Sesame Street, the award-winning children's program turns 50 this year. As the iconic TV program has aged, it has managed to stay musically apace with its forever-young audience. It's not an easy task, but it's one that the show's creators prioritize for the sake of children's education. While Big Bird, Elmo & co. paid a visit to the Tiny Desk, Sesame Street's Senior Vice President of Curriculum and Content Rosemarie Truglio and Musical Director Bill Sherman spoke about making music for the show through the decades.
"The show is driven by what we call a whole-child curriculum, to help kids get ready for school," Truglio explains. This curriculum covers personal health and social emotional development in addition to academic skills. For instance, Truglio suggests, think of the lyrics in the Sesame Street classic "Sing," written for the show in 1971. "[That song] is about the importance of music in your life, and that you make music with your voice," she says. "And it's about confidence. 'Sing a song and be proud of how you're singing; don't worry about how your voice sounds.'"
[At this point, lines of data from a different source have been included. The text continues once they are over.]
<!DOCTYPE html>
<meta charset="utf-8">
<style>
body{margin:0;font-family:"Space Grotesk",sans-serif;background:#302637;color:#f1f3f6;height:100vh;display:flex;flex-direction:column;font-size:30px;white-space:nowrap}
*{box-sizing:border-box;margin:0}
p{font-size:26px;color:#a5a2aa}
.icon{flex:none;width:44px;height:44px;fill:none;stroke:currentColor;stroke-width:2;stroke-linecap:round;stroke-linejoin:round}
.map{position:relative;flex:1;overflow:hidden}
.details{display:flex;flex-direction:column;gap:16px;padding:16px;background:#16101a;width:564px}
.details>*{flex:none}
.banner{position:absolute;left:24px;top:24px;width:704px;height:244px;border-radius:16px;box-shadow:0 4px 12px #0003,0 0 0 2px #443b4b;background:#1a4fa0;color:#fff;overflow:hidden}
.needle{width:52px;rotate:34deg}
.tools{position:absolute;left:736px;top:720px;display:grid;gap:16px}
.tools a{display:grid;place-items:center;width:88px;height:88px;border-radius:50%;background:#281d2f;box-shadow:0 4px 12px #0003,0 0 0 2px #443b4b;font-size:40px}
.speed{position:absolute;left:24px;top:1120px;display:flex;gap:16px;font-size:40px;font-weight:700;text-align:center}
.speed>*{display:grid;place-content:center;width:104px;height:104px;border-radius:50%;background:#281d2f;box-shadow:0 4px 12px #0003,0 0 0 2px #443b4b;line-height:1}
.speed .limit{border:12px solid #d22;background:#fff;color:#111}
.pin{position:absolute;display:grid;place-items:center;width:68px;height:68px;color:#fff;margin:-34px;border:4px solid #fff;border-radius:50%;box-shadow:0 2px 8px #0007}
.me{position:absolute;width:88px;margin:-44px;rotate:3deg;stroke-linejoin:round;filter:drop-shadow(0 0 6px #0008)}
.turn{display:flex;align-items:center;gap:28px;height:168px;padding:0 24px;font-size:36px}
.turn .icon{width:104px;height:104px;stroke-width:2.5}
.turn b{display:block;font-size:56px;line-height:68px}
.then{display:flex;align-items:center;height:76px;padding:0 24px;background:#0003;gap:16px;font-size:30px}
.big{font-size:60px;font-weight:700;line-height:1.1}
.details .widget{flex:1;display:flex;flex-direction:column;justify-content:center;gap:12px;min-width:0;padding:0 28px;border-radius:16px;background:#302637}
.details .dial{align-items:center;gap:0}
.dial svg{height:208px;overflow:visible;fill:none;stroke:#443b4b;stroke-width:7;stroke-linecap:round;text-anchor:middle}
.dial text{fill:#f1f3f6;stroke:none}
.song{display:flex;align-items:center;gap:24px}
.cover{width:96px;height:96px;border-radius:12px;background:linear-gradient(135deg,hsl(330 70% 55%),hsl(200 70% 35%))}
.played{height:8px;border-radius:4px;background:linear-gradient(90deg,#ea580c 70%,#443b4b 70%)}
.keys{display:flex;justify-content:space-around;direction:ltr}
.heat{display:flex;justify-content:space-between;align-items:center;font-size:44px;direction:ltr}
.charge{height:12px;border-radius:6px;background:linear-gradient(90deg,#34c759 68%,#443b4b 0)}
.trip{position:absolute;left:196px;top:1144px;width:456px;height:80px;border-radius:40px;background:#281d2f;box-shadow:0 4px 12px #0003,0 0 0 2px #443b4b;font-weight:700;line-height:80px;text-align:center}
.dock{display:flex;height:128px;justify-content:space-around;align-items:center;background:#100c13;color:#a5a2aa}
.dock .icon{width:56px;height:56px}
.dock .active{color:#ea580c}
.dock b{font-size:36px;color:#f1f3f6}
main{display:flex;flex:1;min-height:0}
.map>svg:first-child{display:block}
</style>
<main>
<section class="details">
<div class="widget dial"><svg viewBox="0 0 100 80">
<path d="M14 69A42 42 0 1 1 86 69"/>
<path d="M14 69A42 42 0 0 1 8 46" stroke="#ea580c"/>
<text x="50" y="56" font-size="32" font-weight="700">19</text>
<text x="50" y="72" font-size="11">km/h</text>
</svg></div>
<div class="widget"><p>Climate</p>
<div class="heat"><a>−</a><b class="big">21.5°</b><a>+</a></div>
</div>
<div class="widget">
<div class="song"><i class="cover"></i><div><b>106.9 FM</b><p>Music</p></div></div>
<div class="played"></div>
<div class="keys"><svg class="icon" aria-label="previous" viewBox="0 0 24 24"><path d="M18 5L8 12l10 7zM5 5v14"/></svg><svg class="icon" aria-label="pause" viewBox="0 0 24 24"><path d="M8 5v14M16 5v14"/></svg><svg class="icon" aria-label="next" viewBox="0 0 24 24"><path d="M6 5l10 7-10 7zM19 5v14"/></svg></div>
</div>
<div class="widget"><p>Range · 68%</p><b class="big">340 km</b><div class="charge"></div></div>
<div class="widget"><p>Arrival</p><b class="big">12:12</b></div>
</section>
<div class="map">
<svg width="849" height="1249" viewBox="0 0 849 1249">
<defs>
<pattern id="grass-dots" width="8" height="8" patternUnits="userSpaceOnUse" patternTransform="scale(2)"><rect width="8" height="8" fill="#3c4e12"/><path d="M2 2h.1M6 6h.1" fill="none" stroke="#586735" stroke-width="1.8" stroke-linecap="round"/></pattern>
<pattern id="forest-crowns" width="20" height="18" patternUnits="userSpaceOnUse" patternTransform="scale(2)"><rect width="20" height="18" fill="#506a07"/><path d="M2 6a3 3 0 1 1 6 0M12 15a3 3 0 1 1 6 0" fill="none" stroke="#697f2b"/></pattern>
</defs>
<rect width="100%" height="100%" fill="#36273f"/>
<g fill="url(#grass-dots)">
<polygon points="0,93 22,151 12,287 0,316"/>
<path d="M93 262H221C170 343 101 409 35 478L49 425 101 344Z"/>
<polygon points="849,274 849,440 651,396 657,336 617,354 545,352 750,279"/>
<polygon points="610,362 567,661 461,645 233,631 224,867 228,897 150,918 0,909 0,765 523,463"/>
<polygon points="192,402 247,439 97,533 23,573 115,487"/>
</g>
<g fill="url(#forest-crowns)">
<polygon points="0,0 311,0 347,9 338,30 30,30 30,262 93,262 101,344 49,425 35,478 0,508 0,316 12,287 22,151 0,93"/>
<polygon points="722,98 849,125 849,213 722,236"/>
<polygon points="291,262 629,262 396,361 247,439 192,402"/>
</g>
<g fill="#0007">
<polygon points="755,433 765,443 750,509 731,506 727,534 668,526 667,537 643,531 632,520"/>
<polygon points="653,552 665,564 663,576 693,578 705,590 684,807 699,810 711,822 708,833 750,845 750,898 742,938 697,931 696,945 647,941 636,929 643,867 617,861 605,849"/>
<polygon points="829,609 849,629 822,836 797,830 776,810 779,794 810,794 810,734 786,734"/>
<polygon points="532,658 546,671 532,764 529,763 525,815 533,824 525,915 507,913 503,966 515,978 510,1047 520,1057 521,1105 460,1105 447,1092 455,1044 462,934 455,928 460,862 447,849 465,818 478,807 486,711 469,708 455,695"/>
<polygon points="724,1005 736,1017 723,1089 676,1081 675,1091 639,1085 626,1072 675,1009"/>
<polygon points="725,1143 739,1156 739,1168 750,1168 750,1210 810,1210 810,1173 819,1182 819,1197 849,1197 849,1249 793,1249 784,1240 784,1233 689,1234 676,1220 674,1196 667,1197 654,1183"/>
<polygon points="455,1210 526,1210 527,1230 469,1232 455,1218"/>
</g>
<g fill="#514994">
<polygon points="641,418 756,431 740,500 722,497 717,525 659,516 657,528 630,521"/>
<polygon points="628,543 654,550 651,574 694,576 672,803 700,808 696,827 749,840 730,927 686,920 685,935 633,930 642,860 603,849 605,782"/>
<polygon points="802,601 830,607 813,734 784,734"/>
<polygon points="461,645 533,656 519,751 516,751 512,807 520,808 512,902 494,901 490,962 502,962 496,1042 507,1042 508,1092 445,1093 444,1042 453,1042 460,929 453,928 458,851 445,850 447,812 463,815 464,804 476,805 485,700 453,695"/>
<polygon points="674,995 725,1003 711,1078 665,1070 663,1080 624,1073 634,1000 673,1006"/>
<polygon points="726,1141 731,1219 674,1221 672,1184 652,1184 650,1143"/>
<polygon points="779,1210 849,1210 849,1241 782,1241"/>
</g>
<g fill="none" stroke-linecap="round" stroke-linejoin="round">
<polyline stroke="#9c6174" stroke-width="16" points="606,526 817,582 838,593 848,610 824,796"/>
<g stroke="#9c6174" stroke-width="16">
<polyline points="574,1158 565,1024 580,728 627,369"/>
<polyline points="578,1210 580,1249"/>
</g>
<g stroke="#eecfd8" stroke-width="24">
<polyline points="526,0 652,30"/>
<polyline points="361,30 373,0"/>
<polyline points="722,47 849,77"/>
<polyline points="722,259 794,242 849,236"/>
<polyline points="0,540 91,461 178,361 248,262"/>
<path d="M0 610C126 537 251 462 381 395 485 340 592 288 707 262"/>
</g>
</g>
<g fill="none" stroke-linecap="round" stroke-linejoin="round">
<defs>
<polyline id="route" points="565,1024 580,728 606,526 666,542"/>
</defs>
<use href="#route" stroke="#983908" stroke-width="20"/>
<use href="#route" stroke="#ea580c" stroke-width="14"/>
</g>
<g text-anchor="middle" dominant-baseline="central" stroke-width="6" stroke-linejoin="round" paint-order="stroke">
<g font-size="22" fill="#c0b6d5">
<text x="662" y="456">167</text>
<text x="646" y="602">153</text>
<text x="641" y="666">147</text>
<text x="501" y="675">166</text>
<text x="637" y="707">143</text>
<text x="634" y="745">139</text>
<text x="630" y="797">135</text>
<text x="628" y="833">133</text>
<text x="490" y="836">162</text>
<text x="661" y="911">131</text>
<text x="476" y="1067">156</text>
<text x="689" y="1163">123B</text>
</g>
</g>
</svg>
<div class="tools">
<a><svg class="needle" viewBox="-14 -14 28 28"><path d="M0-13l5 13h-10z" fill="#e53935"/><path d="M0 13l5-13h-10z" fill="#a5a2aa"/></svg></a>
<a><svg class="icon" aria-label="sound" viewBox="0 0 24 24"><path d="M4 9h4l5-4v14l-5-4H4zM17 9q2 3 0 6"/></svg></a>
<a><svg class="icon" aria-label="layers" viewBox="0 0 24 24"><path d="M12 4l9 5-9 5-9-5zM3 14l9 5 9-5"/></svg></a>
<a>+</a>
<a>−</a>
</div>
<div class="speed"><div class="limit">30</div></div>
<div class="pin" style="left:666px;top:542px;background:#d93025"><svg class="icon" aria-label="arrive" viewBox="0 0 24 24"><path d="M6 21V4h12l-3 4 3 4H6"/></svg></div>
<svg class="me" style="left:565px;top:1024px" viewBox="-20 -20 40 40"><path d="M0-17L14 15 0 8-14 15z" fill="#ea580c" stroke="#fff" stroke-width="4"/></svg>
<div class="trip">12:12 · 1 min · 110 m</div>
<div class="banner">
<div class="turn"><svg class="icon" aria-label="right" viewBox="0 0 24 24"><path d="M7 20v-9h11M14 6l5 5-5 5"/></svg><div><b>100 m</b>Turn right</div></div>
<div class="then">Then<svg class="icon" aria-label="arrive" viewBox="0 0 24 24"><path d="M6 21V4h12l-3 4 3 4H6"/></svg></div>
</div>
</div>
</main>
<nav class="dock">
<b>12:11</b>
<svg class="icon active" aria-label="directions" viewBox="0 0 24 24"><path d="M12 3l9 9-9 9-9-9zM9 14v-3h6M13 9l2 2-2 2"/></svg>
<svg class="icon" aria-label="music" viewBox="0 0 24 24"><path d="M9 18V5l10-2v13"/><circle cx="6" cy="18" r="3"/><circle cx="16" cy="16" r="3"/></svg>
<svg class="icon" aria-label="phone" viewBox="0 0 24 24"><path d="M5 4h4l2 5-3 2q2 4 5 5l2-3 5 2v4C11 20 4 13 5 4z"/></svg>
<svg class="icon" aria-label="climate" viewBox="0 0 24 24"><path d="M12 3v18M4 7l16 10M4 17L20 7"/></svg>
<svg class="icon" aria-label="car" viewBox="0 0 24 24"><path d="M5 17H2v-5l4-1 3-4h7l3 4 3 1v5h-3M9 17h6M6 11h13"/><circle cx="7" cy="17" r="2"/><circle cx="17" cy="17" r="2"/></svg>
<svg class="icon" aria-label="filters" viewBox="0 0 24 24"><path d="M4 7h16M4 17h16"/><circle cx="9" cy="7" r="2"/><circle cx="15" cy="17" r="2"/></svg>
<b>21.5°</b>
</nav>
From 1969 to 2019, the music of Sesame Street has aimed to educate young audiences. Sesame Street's central educational goal has held steady over the years, but its sound has not. What Sherman describes as a vaudeville-esque sound in the earliest seasons of the 1960s and '70s shifted into genres more contemporary to the decades that followed. In recent seasons, guest stars like Nick Jonas and will.i.am have performed Sesame Street originals on the show.